» **TASK STATEMENT**:
Where a line below holds the string "class", count it; then give the total without any other words.

Saved data entries:
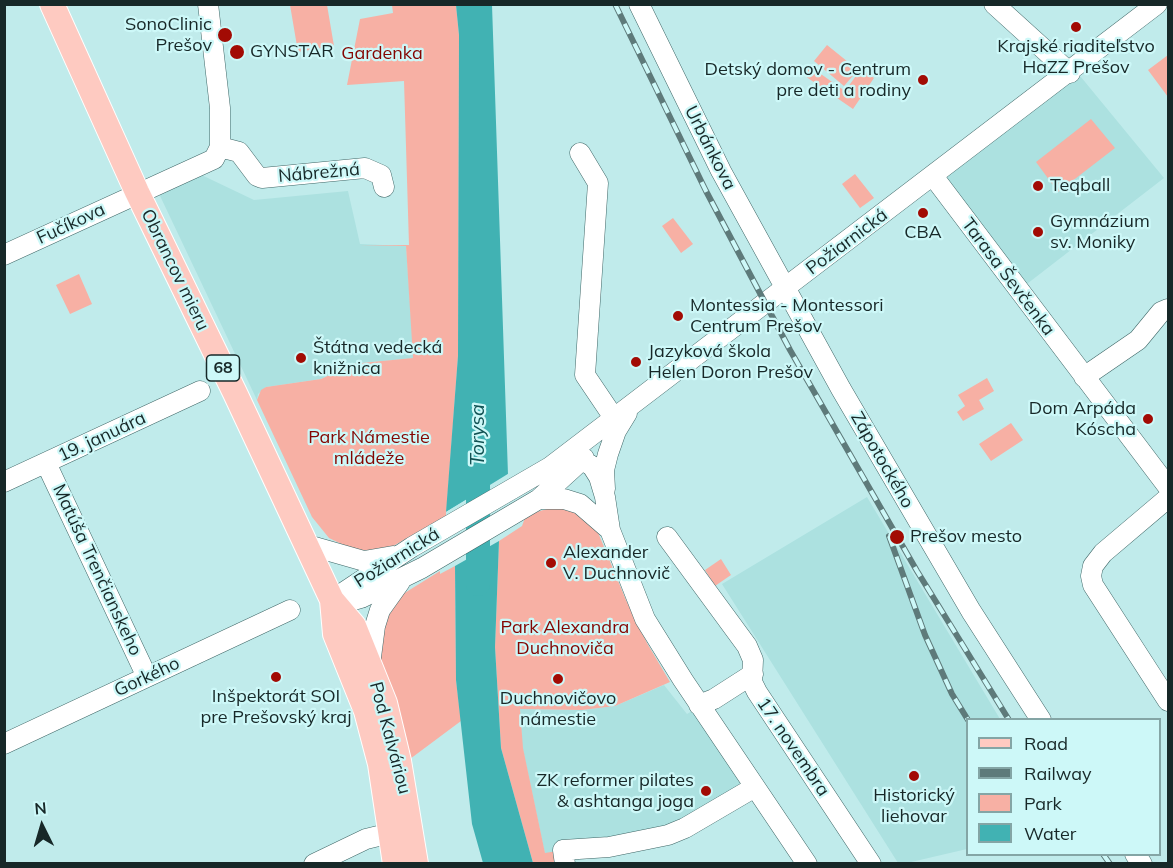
<!DOCTYPE html>
<html>
<head>
<meta charset="utf-8">
<style>
  body { margin:0 }
  #map { position:relative; width:1173px; height:868px; overflow:hidden; background:#c0ebeb; font-family:Mulish,sans-serif }
  canvas { display:block }
  .frame { position:absolute; inset:0; border:6px solid #172828; pointer-events:none }
  .legend { position:absolute; left:966px; top:718px; width:195px; height:138px; box-sizing:border-box; background:#cdf8f8; border:2px solid #84a5a5; margin:0; padding:8px 10px; list-style:none; font-size:18px; color:#172828 }
  .legend li { display:flex; align-items:center; gap:12px; height:30px }
  .legend b { width:30px; border:2px solid #84a5a5 }
  .north { position:absolute; left:12px; top:796px; width:60px; height:60px; -webkit-text-stroke:4px #cdf8f8; paint-order:stroke; rotate:355deg; font-size:16px; font-weight:700; line-height:24px; text-align:center; color:#172828 }
  .north::after { content:''; display:block; margin:auto; width:21px; height:27px; background:#172828; clip-path:polygon(50% 0,100% 100%,50% 72%,0 100%) }
</style>
</head>
<body>
<div id="map">
<canvas width="1173" height="868"></canvas>
<div class="frame"></div>
<ul class="legend">
<li><b style="height:8px;background:#fecac1"></b>Road</li>
<li><b style="height:8px;background:#5e7a7a"></b>Railway</li>
<li><b style="height:16px;background:#f7b0a4"></b>Park</li>
<li><b style="height:16px;background:#41b2b3"></b>Water</li>
</ul>
<div class="north">N</div>
</div>
<script>
const ctx = document.querySelector('canvas').getContext('2d');
ctx.lineJoin = 'round';
function fillPath(path, color) { ctx.fillStyle = color; ctx.fill(path, 'evenodd'); }
const toPath = rows => new Path2D(rows.map(r => 'M' + r).join(''));
function stroke(path, color, width, dash) { ctx.strokeStyle = color; ctx.lineWidth = width; ctx.lineCap = dash ? 'butt' : 'round'; ctx.setLineDash(dash || []); ctx.stroke(path); }
function label(font, color, halo, rows, align = 'center') {
  ctx.font = font + ' Mulish,sans-serif'; ctx.lineWidth = 4.5; ctx.setLineDash([]); ctx.textBaseline = 'middle'; ctx.strokeStyle = halo; ctx.fillStyle = color; for (const [text, x, y, turn = 0] of rows) {
    ctx.save(); ctx.translate(x, y); ctx.rotate((+turn || 0) * Math.PI / 180); ctx.textAlign = isNaN(turn) ? turn : align; if (halo) ctx.strokeText(text, 0, 0); ctx.fillText(text, 0, 0); ctx.restore();
  }
}
fillPath(toPath([
  [1076,71,1164,178,1023,287,941,175],
  [189,169,254,200,348,191,360,244,406,246,414,358,341,365,334,373,321,379,266,387,258,394,257,400,152,179],
  [867,497,1000,719,968,720,967,849,907,863,898,863,722,584],
  [664,685,687,714,702,705,755,787,685,828,545,854,522,745,520,709,582,710,615,706]
]), '#ace1e0');
fillPath(toPath([
  [290,5,327,5,334,46,298,52],
  [392,5,456,5,459,35,458,356,446,516,388,549,356,551,329,538,312,517,257,400,261,390,266,387,321,379,334,373,341,365,413,358,406,246,360,245,409,245,404,81,347,85,360,19,393,13],
  [827,45,858,70,844,86,814,61],
  [1168,55,1168,97,1148,70],
  [808,65,845,91,861,69,874,78,853,109,802,74],
  [1091,119,1115,148,1058,192,1036,162],
  [855,174,874,198,860,208,842,184],
  [673,218,693,244,681,253,662,226],
  [79,274,92,304,70,314,56,285],
  [987,378,994,391,979,400,984,409,963,421,957,412,965,406,958,395],
  [1011,423,1023,440,991,461,979,444],
  [554,507,572,509,597,530,626,600,647,643,670,682,615,706,582,710,520,709,523,748,545,853,563,850,565,863,533,863,501,748,495,647,499,541,522,526,526,515],
  [721,559,731,575,715,586,705,570],
  [455,566,456,680,461,721,410,759,380,658,381,640,387,618,403,594,440,571,440,574]
]), '#f7b0a4');
fillPath(toPath([
  [456,5,492,5,508,475,446,512,458,356,459,35],
  [499,541,495,647,501,748,533,863,483,863,472,824,456,680,455,566]
]), '#41b2b3');
fillPath(toPath([
  [511,472,510,477,446,515,446,512]
]), '#c0ebeb');
stroke(toPath([
  [478,460,478,584]
]), '#41b2b3', 24);
const minor = toPath([
  [639,4,721,171,841,389,971,611,1041,720],
  [994,4,1070,73],
  [220,147,239,152,257,176,262,178,365,168,381,175,384,187],
  [580,153,598,183,585,375,614,418],
  [933,176,1168,487],
  [4,255,214,159,220,147,220,108,208,4],
  [1084,377,1138,340,1161,312,1168,309],
  [46,463,147,677],
  [555,465,582,460,592,466,599,477,605,497,610,530,645,619,683,680,807,864],
  [4,482,200,391],
  [605,489,604,470,608,454,616,431,627,413],
  [1168,498,1103,553,1093,566,1091,576,1093,585,1168,701],
  [539,499,564,499,580,504,610,530],
  [667,537,747,646,753,660,752,682,757,692,871,864],
  [308,545,364,561,393,556],
  [332,600,412,547,550,467,1157,4],
  [332,600,347,602,361,598,422,568,539,499,584,458],
  [370,665,375,626,380,610,400,582],
  [699,705,714,699,753,674],
  [4,744,290,610],
  [1135,854,1142,864],
  [314,864,366,839,403,830],
  [565,864,563,850,609,847,668,835,685,828,755,787]
]);
const major = toPath([
  [52,4,137,192,235,393,332,600,354,626,385,703,399,761,416,864],
  [332,600,335,634,366,711,380,764,395,864]
]);
stroke(minor, '#3e6666', 21);
stroke(major, '#fff', 26);
stroke(minor, '#fff', 20);
stroke(major, '#fecac1', 24);
const rail = toPath([
  [615,4,706,191,790,350,917,571,1009,720],
  [889,536,925,635,952,694,968,720],
  [1103,854,1110,864]
]);
stroke(rail, '#5e7a7a', 6);
stroke(rail, '#cdf8f8', 4, [11]);
for (const [x, y, r, color] of [
  [1076,27,6,"#a20b04"],
  [225,35,8,"#a20b04"],
  [237,52,8,"#a20b04"],
  [923,80,6,"#a20b04"],
  [1038,186,6,"#a20b04"],
  [923,213,6,"#a20b04"],
  [1038,232,6,"#a20b04"],
  [678,316,6,"#a20b04"],
  [301,358,6,"#a20b04"],
  [636,362,6,"#a20b04"],
  [1148,419,6,"#a20b04"],
  [897,537,8,"#a20b04"],
  [551,563,6,"#a20b04"],
  [276,677,6,"#a20b04"],
  [558,679,6,"#a20b04"],
  [914,776,6,"#a20b04"],
  [706,791,6,"#a20b04"]
]) { const dot = new Path2D(); dot.arc(x, y, r, 0, 2 * Math.PI); ctx.fillStyle = color; ctx.fill(dot); stroke(dot, '#cdf8f8', 2); }
for (const [x, y, w] of [
  [223,368,33]
]) { const box = new Path2D(); box.roundRect(x - w / 2, y - 13, w, 26, 4.5); ctx.fillStyle = '#cdf8f8'; ctx.fill(box); stroke(box, '#172828', 1.5); }
label('bold 16px', '#172828', null, [
  ["68",223,368]
]);
label('18px', '#172828', '#cdf8f8', [
  ["SonoClinic",212,25,"right"],
  ["Prešov",212,46,"right"],
  ["Krajské riaditeľstvo",1076,47,"center"],
  ["HaZZ Prešov",1076,68,"center"],
  ["GYNSTAR",250,52],
  ["Detský domov - Centrum",911,70,"right"],
  ["pre deti a rodiny",911,91,"right"],
  ["Teqball",1050,186],
  ["Gymnázium",1050,222],
  ["sv. Moniky",1050,243],
  ["CBA",923,233,"center"],
  ["Montessia - Montessori",690,306],
  ["Centrum Prešov",690,327],
  ["Štátna vedecká",313,348],
  ["knižnica",313,369],
  ["Jazyková škola",648,352],
  ["Helen Doron Prešov",648,373],
  ["Dom Arpáda",1136,409,"right"],
  ["Kóscha",1136,430,"right"],
  ["Prešov mesto",910,537],
  ["Alexander",563,553],
  ["V. Duchnovič",563,574],
  ["Inšpektorát SOI",276,697,"center"],
  ["pre Prešovský kraj",276,718,"center"],
  ["Duchnovičovo",558,699,"center"],
  ["námestie",558,720,"center"],
  ["ZK reformer pilates",694,781,"right"],
  ["& ashtanga joga",694,802,"right"],
  ["Historický",914,796,"center"],
  ["liehovar",914,817,"center"]
], 'left');
label('18px', '#840501', '#cdf8f8', [
  ["Gardenka",382,54],
  ["Park Námestie",369,438],
  ["mládeže",369,459],
  ["Park Alexandra",565,628],
  ["Duchnoviča",565,649]
]);
label('18px', '#172828', '#cdf8f8', [
  ["Urbánkova",710,148,63],
  ["Nábrežná",319,173,-5],
  ["Fučíkova",71,224,-25],
  ["Požiarnická",847,242,-37],
  ["Obrancov mieru",175,270,64],
  ["Tarasa Ševčenka",1008,277,53],
  ["19. januára",102,437,-25],
  ["Zápotockého",882,460,60],
  ["Požiarnická",397,558,-32],
  ["Matúša Trenčianskeho",97,570,65],
  ["Gorkého",147,677,-25],
  ["Pod Kalváriou",390,738,75],
  ["17. novembra",793,747,56]
]);
label('italic 20px', '#115253', '#cdf8f8', [
  ["Torysa",478,435,-90]
]);
</script>
</body>
</html>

» **SOLUTION TO THIS PROBLEM**:
3